Please use this identifier to cite or link to this item: http://hdl.handle.net/1893/36110
Appears in Collections:History and Politics eTheses
Title: Poaching and Game Preservation on the Breadalbane Estates c.1603- 1850
Author(s): Maclellan, Ian
Supervisor(s): Ross, Alasdair
Keywords: Breadalbane Scotland
Glen Orchy Scotland
Poaching History Scotland
Poaching Law and legislation
Human ecology (History)
Human ecology 17th century
Human ecology 18th century
Issue Date: 2015
Publisher: University of Stirling
Abstract: Illegal hunting was a feature of tenant behaviour on the estates of the Campbells of Glenorchy throughout the period from the Union of the Crowns until the Victorian period. Game laws established in the fifteenth and sixteenth centuries established seasons and restricted hunting with firearms. These laws were expanded to create a land qualification for hunting which remained in force alongside developing body of legislation targeting poaching. The Glenorchy and Breadalbane estates applied these laws or alternative bylaws during the early seventeenth century the franchise court. Through the court the Laird controlled the use of natural resources by the tenentry and dealt with a significant volume of poaching cases, which were usually assoilzied or received small fines. Poaching cases are absent from later court records though it can be assumed from other evidence that poaching was likely to have continued, though there may have been a decline in deer population after the Wars of the Three Kingdoms and the so-called ‘Little Ice Age’. After 1715 the Disarming acts may have resulted in a reduction in poaching for a time though there is no evidence of adoption of alternative methods. The predominant poaching method remained firearms throughout the period, with relative remoteness reducing fear of detection. Red and Roe Deer were targeted throughout, as were wildfowl, but hares are mentioned only in material from the late eighteenth century.

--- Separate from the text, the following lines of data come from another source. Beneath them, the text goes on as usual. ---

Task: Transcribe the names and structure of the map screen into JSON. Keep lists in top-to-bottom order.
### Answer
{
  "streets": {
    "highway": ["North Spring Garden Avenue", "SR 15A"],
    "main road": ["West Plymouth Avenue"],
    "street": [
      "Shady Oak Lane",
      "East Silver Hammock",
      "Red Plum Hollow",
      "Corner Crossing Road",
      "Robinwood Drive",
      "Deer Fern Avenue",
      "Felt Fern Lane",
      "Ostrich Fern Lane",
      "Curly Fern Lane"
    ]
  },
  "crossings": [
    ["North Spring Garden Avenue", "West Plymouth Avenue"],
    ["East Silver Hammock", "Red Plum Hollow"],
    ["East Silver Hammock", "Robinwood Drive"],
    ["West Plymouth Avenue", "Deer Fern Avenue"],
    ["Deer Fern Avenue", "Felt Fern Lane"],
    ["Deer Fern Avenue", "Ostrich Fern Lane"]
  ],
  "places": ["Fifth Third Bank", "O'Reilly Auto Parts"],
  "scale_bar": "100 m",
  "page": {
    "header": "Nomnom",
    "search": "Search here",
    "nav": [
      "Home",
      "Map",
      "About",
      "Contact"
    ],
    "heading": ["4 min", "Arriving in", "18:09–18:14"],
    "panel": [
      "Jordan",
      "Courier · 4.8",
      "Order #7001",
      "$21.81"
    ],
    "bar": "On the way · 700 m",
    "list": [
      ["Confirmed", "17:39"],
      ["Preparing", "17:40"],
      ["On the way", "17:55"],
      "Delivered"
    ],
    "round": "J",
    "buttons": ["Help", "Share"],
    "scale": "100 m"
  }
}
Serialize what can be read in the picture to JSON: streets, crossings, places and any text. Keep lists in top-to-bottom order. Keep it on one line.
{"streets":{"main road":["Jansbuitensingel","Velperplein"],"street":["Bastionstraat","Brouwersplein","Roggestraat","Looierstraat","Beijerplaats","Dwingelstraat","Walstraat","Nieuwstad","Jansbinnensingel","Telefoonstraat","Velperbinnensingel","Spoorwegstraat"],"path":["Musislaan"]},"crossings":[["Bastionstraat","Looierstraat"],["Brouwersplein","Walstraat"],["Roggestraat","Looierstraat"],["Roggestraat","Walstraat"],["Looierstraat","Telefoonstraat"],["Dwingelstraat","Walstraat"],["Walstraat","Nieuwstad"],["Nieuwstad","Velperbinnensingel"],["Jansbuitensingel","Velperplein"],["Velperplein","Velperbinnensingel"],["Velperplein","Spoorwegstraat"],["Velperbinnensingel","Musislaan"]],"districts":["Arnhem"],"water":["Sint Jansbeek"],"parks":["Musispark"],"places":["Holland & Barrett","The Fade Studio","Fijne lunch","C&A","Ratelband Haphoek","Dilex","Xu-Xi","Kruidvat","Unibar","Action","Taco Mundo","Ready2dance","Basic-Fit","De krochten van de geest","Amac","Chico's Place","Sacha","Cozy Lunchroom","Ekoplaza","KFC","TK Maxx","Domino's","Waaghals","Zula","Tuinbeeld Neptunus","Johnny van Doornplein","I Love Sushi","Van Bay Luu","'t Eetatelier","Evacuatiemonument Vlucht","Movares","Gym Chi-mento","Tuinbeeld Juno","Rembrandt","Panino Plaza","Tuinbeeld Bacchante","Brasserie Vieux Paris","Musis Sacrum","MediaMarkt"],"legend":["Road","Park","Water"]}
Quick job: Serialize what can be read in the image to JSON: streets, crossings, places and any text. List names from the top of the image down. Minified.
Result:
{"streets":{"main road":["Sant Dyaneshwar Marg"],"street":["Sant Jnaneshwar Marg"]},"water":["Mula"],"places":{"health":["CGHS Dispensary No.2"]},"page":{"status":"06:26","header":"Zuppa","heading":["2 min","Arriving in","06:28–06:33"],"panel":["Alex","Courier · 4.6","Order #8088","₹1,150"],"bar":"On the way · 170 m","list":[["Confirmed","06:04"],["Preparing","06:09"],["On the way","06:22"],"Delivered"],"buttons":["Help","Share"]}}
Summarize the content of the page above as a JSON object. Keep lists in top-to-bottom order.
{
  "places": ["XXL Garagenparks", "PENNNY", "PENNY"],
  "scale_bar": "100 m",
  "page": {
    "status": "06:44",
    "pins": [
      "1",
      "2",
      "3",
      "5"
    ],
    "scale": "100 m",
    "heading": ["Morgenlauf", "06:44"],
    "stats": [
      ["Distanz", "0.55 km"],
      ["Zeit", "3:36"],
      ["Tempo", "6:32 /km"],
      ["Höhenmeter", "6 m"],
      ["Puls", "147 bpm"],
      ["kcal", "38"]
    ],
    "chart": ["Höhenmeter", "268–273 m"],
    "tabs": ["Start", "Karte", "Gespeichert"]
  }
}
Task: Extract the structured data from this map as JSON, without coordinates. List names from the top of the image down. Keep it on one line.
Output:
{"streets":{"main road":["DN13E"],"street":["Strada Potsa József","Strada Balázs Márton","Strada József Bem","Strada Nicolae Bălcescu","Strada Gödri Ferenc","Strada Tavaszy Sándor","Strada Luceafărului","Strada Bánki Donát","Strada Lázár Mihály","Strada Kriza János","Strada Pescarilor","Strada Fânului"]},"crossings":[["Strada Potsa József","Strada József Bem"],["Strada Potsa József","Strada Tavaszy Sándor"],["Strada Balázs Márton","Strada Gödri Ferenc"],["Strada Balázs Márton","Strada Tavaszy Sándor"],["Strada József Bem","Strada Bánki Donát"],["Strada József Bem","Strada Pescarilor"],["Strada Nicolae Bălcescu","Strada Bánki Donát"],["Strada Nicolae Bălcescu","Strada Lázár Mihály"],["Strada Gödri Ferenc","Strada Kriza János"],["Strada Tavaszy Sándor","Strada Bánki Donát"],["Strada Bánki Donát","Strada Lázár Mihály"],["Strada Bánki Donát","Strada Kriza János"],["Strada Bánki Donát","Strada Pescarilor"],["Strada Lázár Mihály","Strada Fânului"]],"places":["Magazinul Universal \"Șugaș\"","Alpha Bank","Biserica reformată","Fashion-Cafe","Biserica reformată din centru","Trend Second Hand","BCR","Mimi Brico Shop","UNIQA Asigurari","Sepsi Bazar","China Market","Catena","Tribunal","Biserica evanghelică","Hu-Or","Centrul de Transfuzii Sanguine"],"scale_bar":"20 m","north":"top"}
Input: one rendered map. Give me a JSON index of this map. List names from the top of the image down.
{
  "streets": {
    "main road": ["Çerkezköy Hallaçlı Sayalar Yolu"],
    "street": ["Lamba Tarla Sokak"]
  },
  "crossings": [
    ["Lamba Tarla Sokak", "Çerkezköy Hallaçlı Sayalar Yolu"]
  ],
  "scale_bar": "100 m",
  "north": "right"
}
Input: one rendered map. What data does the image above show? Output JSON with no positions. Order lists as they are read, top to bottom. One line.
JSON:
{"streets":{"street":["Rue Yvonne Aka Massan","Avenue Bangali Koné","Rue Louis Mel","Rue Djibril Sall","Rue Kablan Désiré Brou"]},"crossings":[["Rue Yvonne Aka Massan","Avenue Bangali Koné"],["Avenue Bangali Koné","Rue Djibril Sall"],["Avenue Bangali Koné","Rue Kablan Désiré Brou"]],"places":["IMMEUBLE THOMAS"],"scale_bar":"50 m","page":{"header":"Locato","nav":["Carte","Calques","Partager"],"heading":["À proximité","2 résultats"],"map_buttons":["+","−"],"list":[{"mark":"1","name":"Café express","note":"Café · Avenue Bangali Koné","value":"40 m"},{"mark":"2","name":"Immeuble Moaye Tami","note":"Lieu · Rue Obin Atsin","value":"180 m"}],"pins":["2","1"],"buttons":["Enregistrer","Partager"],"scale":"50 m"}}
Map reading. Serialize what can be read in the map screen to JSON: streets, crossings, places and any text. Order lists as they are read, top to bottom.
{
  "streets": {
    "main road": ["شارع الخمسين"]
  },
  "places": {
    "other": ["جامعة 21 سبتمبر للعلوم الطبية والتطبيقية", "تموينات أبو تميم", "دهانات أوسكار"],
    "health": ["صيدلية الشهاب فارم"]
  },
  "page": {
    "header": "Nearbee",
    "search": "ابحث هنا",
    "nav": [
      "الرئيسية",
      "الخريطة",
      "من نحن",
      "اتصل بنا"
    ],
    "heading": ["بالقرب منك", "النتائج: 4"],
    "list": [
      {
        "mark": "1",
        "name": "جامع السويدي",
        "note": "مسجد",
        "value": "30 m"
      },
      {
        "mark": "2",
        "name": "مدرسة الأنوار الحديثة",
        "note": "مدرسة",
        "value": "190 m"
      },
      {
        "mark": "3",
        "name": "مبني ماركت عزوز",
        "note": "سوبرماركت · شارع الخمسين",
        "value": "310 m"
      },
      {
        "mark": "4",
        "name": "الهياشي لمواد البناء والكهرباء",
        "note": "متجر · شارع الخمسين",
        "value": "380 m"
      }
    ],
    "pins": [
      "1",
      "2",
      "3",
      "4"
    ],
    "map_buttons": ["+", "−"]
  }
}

Despite the decline of heritable jurisdictions after 1748, successive lairds continued to hold core influence over the treatment of poaching and are likely to have exercised non-judicial sanctions against all but the most persistent offenders amongst their tenants. Throughout the period there is evidence of significant tolerance of low-level poaching, either because of the difficulty of enforcement or through a desire to maintain an appropriate balance of social control.